A few days ago Roxanne Genier contributed a column based on her tenure working aboard superyachts, and she gave several examples of spending she observed. The Washington Post similarly did a study of families living in affluent suburbs of New York, Washington D.C., Miami, Dallas, Chicago and Los Angeles finding with a Household Income of $250,000, depending on your location you would be as much as $30,000 short of what’s needed. And in case you thought the families profiled by The Washington Post were spending frivolously, there were no luxury cars or designer fashion in the budget.
With that in mind, I thought I would contrast budget items from the Superyacht Lifestyle to that of the Affluent family of four.

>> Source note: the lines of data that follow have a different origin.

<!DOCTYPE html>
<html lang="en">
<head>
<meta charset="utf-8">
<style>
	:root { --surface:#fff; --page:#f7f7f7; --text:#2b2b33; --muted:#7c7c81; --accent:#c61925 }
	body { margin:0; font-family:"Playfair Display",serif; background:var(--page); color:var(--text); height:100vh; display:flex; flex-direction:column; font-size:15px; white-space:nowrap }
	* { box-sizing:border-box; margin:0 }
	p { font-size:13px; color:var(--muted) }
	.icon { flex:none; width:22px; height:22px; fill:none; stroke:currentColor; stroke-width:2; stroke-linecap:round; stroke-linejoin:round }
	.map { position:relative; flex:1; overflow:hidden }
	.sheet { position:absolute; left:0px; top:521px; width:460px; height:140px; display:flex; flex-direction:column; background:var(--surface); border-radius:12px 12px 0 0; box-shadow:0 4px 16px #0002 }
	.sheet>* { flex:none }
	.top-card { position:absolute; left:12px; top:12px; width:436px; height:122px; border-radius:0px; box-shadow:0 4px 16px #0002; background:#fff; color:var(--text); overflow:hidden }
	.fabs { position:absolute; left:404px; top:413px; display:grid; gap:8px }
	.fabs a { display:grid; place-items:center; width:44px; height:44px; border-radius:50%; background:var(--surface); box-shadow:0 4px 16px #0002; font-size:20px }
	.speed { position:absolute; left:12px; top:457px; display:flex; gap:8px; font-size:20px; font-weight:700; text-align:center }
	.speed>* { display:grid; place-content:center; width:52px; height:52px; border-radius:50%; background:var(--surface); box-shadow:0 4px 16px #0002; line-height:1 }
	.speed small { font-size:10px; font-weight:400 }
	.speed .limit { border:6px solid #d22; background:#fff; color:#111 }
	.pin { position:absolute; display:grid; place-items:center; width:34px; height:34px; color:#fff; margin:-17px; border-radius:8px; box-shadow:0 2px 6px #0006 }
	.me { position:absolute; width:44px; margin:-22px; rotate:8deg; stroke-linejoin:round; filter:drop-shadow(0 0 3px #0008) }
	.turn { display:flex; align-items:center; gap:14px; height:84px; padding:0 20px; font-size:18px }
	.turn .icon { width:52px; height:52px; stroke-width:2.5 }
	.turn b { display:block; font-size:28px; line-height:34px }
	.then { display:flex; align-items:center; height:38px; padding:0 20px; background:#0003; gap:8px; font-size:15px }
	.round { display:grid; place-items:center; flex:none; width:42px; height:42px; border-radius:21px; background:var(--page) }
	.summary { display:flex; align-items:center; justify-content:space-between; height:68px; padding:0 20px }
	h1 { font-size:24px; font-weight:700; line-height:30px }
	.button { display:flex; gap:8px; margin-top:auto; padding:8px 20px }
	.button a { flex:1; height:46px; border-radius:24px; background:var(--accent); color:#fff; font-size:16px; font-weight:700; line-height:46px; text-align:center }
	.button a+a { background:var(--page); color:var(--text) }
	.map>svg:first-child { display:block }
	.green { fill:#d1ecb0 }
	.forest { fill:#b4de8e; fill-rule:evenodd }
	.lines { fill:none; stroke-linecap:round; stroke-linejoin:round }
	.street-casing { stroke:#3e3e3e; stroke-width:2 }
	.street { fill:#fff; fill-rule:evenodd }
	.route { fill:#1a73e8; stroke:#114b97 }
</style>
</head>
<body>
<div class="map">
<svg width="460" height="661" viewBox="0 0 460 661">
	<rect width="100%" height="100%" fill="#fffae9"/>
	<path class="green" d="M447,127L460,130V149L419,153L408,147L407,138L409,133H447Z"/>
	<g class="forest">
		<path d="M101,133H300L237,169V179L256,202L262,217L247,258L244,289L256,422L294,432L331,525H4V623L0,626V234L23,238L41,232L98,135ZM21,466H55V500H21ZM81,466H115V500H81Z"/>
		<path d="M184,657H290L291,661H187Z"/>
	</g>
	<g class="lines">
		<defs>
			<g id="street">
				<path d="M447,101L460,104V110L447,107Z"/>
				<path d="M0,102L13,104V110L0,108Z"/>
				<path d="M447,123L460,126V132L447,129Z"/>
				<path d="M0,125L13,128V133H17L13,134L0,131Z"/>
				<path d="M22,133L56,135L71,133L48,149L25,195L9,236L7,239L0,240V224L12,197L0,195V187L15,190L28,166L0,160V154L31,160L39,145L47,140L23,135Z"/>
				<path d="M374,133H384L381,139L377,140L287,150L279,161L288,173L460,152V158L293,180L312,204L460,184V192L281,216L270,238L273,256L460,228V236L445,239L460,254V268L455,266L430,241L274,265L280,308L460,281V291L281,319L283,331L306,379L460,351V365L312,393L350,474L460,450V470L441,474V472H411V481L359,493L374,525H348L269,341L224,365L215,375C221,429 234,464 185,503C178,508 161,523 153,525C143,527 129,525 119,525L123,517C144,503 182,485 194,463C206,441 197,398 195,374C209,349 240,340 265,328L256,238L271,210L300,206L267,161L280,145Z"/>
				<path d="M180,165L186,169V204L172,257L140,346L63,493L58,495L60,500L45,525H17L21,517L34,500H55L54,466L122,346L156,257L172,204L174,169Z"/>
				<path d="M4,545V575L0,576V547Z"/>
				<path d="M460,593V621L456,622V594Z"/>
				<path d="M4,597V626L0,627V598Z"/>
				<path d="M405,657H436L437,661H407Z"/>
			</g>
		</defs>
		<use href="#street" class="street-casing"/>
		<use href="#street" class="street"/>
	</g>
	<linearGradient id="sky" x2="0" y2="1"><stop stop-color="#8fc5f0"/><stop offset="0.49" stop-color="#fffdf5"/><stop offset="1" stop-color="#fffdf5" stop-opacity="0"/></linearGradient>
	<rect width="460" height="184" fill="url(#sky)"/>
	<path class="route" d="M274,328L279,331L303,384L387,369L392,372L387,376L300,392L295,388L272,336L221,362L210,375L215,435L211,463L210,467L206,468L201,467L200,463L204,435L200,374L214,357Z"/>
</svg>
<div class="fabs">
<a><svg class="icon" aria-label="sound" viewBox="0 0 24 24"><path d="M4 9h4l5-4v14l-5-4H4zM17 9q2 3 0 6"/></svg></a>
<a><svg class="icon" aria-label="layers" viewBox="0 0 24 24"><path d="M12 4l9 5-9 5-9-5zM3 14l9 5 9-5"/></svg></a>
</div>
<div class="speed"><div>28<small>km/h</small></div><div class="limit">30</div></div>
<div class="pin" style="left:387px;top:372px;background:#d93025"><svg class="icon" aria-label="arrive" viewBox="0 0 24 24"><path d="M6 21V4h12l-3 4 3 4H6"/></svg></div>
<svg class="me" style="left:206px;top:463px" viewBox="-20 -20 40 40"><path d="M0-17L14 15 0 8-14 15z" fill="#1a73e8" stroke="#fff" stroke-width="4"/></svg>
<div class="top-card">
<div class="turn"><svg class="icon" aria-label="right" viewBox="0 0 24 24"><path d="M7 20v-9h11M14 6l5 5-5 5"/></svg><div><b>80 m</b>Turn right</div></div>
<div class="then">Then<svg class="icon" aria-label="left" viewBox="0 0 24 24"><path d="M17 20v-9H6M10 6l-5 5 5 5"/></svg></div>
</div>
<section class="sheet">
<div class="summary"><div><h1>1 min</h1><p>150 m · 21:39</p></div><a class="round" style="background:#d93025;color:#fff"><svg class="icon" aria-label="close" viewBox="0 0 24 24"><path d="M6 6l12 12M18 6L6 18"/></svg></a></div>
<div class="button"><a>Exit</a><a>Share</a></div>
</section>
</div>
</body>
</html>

Annual Gas Bill for two non-luxury cars: $5,700 to $7,000
Fuel bill for five weeks on your superyacht: $800,000
Annual budget for all gifts and celebrations: $3,000
Rainy day shopping in St. Maarten: $200,000 necklace
Annual vacation budget, including airfare, family of four: $4,000
Typical tip for crew ($2,000 p/p x 15 crew) for full week charter: $30,000
Annual budget for eating out: $2,400
Feeling confined with life on a 175-feet yacht; rent out villa: $25,000
Also, check out this article about $40,000 catering bills for private jets.

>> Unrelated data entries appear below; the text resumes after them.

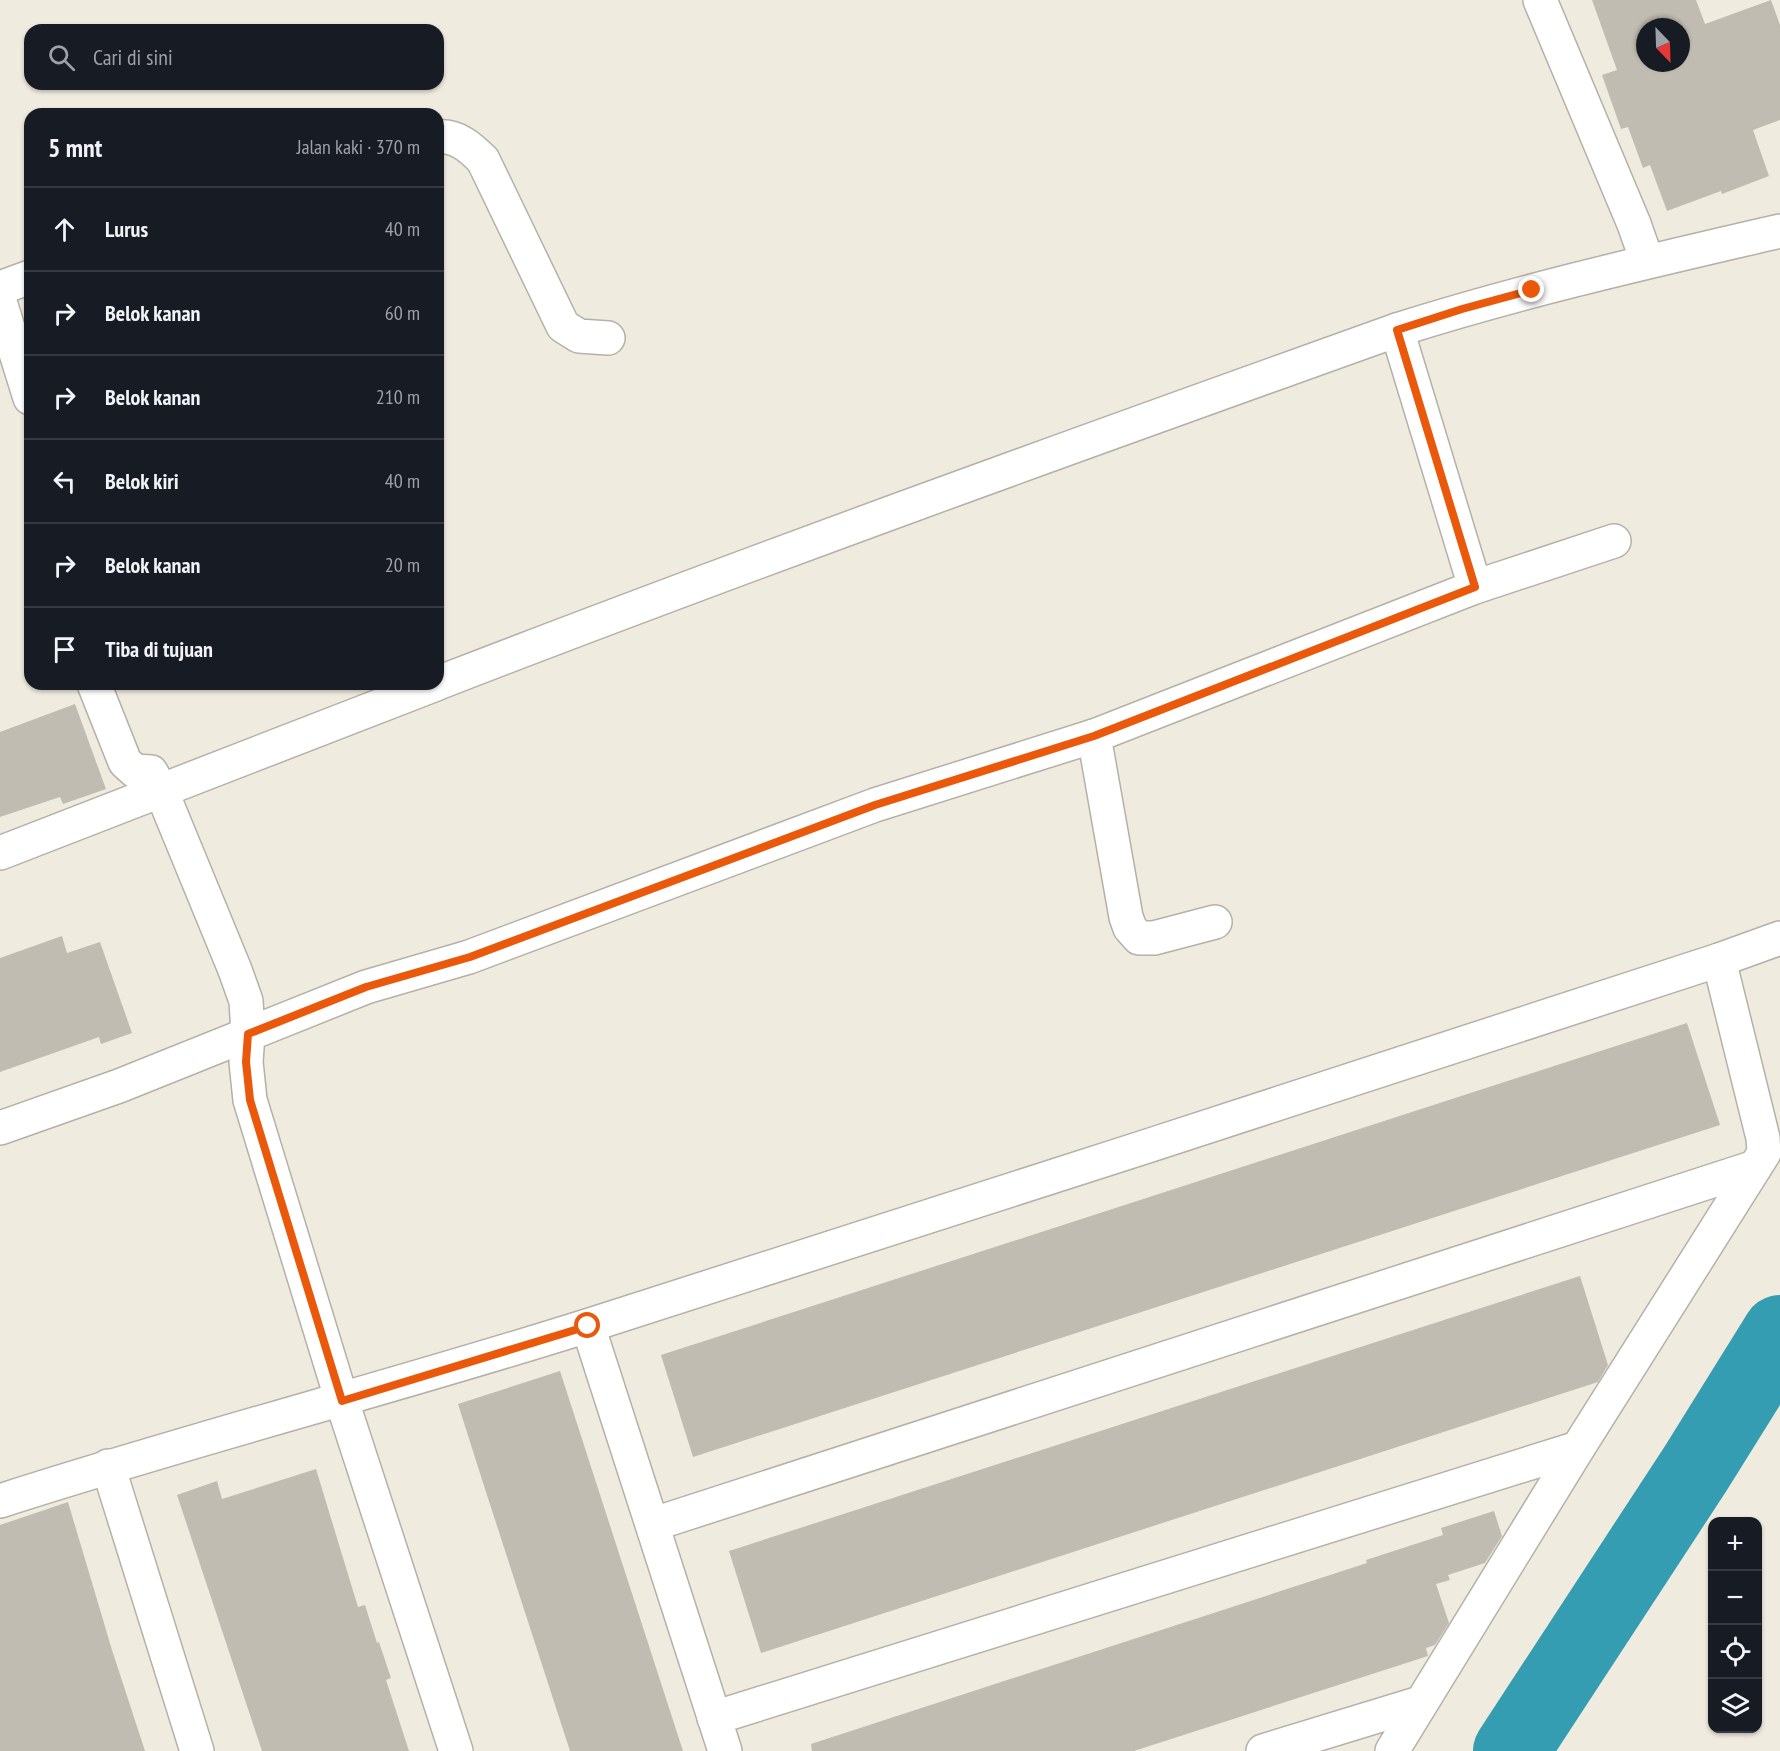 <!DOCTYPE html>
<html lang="id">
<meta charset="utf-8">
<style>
:root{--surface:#171b24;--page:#20242c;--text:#f1f3f6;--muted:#9ea1a6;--line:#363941}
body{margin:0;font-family:"PT Sans Narrow",sans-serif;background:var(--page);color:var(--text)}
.controls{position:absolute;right:18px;bottom:18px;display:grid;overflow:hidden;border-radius:12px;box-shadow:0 2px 4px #0004}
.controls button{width:54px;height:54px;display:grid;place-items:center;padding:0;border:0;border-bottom:2px solid var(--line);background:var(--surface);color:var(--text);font:30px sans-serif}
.compass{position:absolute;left:1636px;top:18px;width:54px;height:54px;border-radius:50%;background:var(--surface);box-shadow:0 2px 4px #0004;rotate:157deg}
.stop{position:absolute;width:18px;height:18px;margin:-14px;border:4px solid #ea580c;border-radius:50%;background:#fff}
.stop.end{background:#ea580c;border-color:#fff;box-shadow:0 2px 6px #0008}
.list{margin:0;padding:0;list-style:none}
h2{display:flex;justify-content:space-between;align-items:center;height:78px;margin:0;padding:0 24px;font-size:26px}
h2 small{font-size:20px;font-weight:400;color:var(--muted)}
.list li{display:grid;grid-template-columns:39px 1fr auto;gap:18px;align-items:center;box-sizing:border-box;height:84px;padding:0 24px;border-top:2px solid var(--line)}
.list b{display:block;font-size:22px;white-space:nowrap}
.list em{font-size:20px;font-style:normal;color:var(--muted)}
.icon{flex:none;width:33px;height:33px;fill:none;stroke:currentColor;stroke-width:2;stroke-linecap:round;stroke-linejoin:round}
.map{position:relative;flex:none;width:1780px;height:1751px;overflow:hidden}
.search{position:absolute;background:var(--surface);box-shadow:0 2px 4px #0004;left:24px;top:24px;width:420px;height:66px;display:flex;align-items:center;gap:15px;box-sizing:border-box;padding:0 21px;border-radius:18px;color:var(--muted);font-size:22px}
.panel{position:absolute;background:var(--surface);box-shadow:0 2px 4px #0004;left:24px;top:108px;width:420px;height:582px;border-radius:18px}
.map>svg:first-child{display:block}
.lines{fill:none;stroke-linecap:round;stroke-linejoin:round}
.river{stroke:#359db2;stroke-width:76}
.building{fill:#c0bcb1;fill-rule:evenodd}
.minor-casing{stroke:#b6b1a6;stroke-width:36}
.minor{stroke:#fff;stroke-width:33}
.route{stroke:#ea580c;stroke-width:8}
</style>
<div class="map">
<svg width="1780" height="1751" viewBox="0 0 1780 1751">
<rect width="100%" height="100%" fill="#f0ebdf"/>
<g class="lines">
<path class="river" d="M 1511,1751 L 1696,1468 L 1780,1333"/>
</g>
<g class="building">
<path d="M 1592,0 L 1696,0 L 1705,24 L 1771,0 L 1780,25 L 1780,120 L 1753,130 L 1769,176 L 1722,194 L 1721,191 L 1667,211 L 1650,165 L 1643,168 L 1628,127 L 1621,129 L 1602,75 L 1617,70 ZM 1645,27 L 1681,27 L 1681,63 L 1645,63 Z"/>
<path d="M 75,704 L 106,789 L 63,804 L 60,797 L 0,817 L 0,732 Z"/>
<path d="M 62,936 L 67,953 L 100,942 L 132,1033 L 101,1044 L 99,1037 L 0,1072 L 0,958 Z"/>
<path d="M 1687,1023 L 1720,1125 L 693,1457 L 661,1355 Z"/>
<path d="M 1580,1276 L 1608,1365 L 1598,1382 L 761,1653 L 729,1551 Z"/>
<path d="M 560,1371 L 626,1575 L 683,1751 L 570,1751 L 485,1489 L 458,1404 Z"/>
<path d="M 316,1469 L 358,1607 L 365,1605 L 377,1643 L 379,1642 L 391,1678 L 386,1680 L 409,1751 L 262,1751 L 177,1495 L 217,1481 L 222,1499 Z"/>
<path d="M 68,1502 L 112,1650 L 145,1751 L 0,1751 L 0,1525 Z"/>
<path d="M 1494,1511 L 1502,1536 L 1485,1563 L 1448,1575 L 1450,1580 L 1436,1584 L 1449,1623 L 1435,1645 L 1426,1648 L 1428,1656 L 1134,1751 L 812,1751 L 811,1744 L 1367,1563 L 1366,1560 L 1443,1535 L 1441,1528 Z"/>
</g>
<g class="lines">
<defs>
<g id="minor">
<path d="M 1540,0 L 1634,224 L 1647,261"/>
<path d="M 438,137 C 457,135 471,148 483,160 L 563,326 L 579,336 L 608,338"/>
<path d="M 0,288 L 30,277"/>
<path d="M 0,302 L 30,398"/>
<path d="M 1475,587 L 1614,541"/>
<path d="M 438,683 C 756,560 1076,445 1397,330 C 1523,290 1651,261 1780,231"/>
<path d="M 94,684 L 125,762 L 135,771 L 151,772 L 161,790 L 235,970 L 246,1001 L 248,1034 L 246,1062 L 250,1100 L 342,1401 L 456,1751"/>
<path d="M 1094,736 L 1126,917 L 1130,928 L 1139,938 L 1154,938 L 1215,922"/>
<path d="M 0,853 L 436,684"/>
<path d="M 0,1128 L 119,1086 L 366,987 L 469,957 L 875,805 L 1094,736 L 1475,587 L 1397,330"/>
<path d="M 588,1326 L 725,1751"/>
<path d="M 108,1466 L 197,1751"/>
<path d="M 0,1501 C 195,1438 394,1387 590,1325 C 967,1206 1343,1082 1719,960 L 1780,938"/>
<path d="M 654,1524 L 1755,1167"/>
<path d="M 714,1718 L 1578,1448"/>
<path d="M 1263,1751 L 1420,1703"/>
<path d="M 1392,1751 L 1578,1448 L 1764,1153 L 1763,1138 L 1719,960"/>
</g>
</defs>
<use href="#minor" class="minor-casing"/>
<use href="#minor" class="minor"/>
</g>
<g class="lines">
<path class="route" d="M 588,1326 L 342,1401 L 250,1100 L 246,1062 L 248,1034 L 366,987 L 470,957 L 875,805 L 1094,736 L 1475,587 L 1397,330 L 1462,309 L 1532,290"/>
</g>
</svg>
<div class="controls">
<button>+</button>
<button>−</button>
<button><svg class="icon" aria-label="locate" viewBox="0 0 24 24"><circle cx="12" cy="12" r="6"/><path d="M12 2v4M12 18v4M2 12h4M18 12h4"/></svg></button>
<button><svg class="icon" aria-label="layers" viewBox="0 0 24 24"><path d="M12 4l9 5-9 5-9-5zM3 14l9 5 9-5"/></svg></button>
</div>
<svg class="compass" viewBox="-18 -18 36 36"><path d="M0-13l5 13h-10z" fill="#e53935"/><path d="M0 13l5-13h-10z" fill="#9ea1a6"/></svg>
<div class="stop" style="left:588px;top:1326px"></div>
<div class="stop end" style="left:1532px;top:290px"></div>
<div class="search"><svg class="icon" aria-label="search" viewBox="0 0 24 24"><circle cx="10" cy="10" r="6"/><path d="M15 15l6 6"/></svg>Cari di sini</div>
<section class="panel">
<h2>5 mnt<small>Jalan kaki · 370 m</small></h2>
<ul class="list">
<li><svg class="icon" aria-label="ahead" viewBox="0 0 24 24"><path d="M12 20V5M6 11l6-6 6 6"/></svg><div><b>Lurus</b></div><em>40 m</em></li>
<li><svg class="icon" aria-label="right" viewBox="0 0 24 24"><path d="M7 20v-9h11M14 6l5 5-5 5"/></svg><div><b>Belok kanan</b></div><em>60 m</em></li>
<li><svg class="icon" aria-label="right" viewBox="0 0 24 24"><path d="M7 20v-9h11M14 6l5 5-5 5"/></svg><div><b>Belok kanan</b></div><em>210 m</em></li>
<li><svg class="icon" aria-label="left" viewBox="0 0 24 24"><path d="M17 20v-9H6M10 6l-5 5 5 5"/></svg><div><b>Belok kiri</b></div><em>40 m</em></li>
<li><svg class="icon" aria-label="right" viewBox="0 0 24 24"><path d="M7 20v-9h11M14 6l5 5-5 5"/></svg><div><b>Belok kanan</b></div><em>20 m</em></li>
<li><svg class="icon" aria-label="arrive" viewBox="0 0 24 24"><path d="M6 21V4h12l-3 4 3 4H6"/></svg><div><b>Tiba di tujuan</b></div></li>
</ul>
</section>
</div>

For luxury marketers, I think the message is clear: If you want to truly tap into high-spending luxury consumers, $250,000 Household Income is not nearly enough. My advice is you need to set at least a $1 million Household Income and $10-$20 million Net Worth as the point of entry when looking at the audience you are marketing to. Needless to say, these consumers are already large contributors with the Top 0.1 Percent spending $214 billion on luxury products and services in 2013.